* [WHAT THE TASK ASKS] Could you set down all of the data again, exactly as it stands?

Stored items
· · · · ·

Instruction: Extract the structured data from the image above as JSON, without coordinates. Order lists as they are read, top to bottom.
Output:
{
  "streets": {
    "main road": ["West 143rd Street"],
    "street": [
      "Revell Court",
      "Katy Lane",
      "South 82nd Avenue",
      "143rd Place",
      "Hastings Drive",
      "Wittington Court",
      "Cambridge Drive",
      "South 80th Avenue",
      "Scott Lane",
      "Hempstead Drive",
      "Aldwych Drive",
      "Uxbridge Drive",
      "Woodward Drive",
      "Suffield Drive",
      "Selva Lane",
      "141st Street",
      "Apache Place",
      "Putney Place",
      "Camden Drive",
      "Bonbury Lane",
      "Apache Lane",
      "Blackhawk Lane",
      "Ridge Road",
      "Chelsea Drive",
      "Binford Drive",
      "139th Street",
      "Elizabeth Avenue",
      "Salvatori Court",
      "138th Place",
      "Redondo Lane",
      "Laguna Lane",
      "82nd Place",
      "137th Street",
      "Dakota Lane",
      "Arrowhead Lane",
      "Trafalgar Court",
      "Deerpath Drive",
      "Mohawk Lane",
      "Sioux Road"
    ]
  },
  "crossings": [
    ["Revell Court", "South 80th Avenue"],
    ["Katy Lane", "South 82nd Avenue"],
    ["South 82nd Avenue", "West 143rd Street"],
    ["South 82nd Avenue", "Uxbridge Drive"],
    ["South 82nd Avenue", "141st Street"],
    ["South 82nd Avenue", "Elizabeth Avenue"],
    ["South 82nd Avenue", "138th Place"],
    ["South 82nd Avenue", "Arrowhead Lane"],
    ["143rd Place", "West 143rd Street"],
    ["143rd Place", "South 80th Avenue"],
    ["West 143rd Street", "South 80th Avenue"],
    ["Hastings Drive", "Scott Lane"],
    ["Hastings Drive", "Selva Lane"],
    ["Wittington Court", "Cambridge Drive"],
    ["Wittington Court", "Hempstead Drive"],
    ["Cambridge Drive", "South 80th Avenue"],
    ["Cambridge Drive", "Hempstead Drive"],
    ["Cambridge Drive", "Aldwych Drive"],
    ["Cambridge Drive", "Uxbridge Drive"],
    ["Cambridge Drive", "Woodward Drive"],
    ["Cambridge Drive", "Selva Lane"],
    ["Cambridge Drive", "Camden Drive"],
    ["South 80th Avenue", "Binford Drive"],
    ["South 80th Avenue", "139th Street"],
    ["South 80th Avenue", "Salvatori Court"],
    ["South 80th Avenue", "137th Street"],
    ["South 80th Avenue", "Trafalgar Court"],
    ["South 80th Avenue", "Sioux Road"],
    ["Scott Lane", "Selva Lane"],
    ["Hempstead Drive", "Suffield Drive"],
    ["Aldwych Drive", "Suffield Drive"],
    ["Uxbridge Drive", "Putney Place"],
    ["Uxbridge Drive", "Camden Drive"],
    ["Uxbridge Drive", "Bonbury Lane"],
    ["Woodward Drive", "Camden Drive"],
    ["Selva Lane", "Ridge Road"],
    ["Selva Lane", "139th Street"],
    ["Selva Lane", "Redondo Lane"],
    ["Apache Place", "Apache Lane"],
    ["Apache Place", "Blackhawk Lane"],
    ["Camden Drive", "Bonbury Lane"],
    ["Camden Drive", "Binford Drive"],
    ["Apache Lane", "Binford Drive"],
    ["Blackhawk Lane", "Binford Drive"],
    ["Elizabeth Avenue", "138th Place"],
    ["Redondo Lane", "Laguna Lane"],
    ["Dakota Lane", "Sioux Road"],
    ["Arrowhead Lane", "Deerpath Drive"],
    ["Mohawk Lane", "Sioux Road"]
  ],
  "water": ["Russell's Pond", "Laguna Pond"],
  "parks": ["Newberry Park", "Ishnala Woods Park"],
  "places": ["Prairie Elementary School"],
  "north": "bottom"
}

· · · · ·

* [REPLY TO THE EXERCISE]
Instruction: Extract the structured data from the image above as JSON, without coordinates. Order lists as they are read, top to bottom.
Output:
{
  "streets": {
    "main road": ["West 143rd Street"],
    "street": [
      "Revell Court",
      "Katy Lane",
      "South 82nd Avenue",
      "143rd Place",
      "Hastings Drive",
      "Wittington Court",
      "Cambridge Drive",
      "South 80th Avenue",
      "Scott Lane",
      "Hempstead Drive",
      "Aldwych Drive",
      "Uxbridge Drive",
      "Woodward Drive",
      "Suffield Drive",
      "Selva Lane",
      "141st Street",
      "Apache Place",
      "Putney Place",
      "Camden Drive",
      "Bonbury Lane",
      "Apache Lane",
      "Blackhawk Lane",
      "Ridge Road",
      "Chelsea Drive",
      "Binford Drive",
      "139th Street",
      "Elizabeth Avenue",
      "Salvatori Court",
      "138th Place",
      "Redondo Lane",
      "Laguna Lane",
      "82nd Place",
      "137th Street",
      "Dakota Lane",
      "Arrowhead Lane",
      "Trafalgar Court",
      "Deerpath Drive",
      "Mohawk Lane",
      "Sioux Road"
    ]
  },
  "crossings": [
    ["Revell Court", "South 80th Avenue"],
    ["Katy Lane", "South 82nd Avenue"],
    ["South 82nd Avenue", "West 143rd Street"],
    ["South 82nd Avenue", "Uxbridge Drive"],
    ["South 82nd Avenue", "141st Street"],
    ["South 82nd Avenue", "Elizabeth Avenue"],
    ["South 82nd Avenue", "138th Place"],
    ["South 82nd Avenue", "Arrowhead Lane"],
    ["143rd Place", "West 143rd Street"],
    ["143rd Place", "South 80th Avenue"],
    ["West 143rd Street", "South 80th Avenue"],
    ["Hastings Drive", "Scott Lane"],
    ["Hastings Drive", "Selva Lane"],
    ["Wittington Court", "Cambridge Drive"],
    ["Wittington Court", "Hempstead Drive"],
    ["Cambridge Drive", "South 80th Avenue"],
    ["Cambridge Drive", "Hempstead Drive"],
    ["Cambridge Drive", "Aldwych Drive"],
    ["Cambridge Drive", "Uxbridge Drive"],
    ["Cambridge Drive", "Woodward Drive"],
    ["Cambridge Drive", "Selva Lane"],
    ["Cambridge Drive", "Camden Drive"],
    ["South 80th Avenue", "Binford Drive"],
    ["South 80th Avenue", "139th Street"],
    ["South 80th Avenue", "Salvatori Court"],
    ["South 80th Avenue", "137th Street"],
    ["South 80th Avenue", "Trafalgar Court"],
    ["South 80th Avenue", "Sioux Road"],
    ["Scott Lane", "Selva Lane"],
    ["Hempstead Drive", "Suffield Drive"],
    ["Aldwych Drive", "Suffield Drive"],
    ["Uxbridge Drive", "Putney Place"],
    ["Uxbridge Drive", "Camden Drive"],
    ["Uxbridge Drive", "Bonbury Lane"],
    ["Woodward Drive", "Camden Drive"],
    ["Selva Lane", "Ridge Road"],
    ["Selva Lane", "139th Street"],
    ["Selva Lane", "Redondo Lane"],
    ["Apache Place", "Apache Lane"],
    ["Apache Place", "Blackhawk Lane"],
    ["Camden Drive", "Bonbury Lane"],
    ["Camden Drive", "Binford Drive"],
    ["Apache Lane", "Binford Drive"],
    ["Blackhawk Lane", "Binford Drive"],
    ["Elizabeth Avenue", "138th Place"],
    ["Redondo Lane", "Laguna Lane"],
    ["Dakota Lane", "Sioux Road"],
    ["Arrowhead Lane", "Deerpath Drive"],
    ["Mohawk Lane", "Sioux Road"]
  ],
  "water": ["Russell's Pond", "Laguna Pond"],
  "parks": ["Newberry Park", "Ishnala Woods Park"],
  "places": ["Prairie Elementary School"],
  "north": "bottom"
}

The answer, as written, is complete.